Start of Block

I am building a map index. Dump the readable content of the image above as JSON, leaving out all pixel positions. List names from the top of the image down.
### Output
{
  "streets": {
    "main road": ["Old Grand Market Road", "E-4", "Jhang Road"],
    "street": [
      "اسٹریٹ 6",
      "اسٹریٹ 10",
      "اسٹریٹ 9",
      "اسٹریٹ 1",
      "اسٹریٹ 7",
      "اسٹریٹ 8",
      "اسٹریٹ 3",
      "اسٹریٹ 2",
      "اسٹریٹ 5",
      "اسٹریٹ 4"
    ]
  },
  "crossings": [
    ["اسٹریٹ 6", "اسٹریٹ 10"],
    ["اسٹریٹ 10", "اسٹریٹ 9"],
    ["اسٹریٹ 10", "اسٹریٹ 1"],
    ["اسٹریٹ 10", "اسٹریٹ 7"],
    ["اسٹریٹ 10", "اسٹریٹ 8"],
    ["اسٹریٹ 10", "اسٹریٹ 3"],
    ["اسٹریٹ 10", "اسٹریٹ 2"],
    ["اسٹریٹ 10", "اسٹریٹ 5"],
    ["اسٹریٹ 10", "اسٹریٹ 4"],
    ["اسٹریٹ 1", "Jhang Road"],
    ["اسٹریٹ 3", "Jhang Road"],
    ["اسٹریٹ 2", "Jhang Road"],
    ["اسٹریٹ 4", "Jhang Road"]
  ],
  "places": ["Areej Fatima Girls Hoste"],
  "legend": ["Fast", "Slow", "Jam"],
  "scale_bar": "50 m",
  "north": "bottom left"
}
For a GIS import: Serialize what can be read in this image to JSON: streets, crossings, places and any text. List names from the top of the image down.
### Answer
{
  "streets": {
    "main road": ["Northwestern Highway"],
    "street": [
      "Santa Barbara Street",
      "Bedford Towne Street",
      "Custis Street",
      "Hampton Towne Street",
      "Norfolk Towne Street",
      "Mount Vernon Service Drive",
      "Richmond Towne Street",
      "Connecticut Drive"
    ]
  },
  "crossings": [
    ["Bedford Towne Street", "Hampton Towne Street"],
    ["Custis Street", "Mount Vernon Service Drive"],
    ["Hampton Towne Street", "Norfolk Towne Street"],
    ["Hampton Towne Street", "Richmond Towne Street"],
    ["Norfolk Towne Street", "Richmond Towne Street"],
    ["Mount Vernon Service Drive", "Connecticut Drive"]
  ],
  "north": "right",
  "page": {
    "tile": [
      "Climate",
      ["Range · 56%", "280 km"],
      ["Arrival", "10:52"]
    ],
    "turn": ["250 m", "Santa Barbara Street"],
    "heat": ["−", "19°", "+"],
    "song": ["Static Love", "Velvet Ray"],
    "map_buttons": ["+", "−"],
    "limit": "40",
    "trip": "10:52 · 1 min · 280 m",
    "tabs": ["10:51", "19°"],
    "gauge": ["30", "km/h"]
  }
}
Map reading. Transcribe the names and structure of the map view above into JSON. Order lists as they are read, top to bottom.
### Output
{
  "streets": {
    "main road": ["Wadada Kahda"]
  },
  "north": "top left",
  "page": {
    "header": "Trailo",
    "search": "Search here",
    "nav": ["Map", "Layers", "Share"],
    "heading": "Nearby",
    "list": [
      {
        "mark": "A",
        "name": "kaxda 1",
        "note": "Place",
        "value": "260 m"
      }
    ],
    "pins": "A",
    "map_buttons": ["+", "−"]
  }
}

End of Block

_Work task:_ Using the listing above, work out how many lines contain the string "Mount" and return only that number.

_Worked solution:_ 3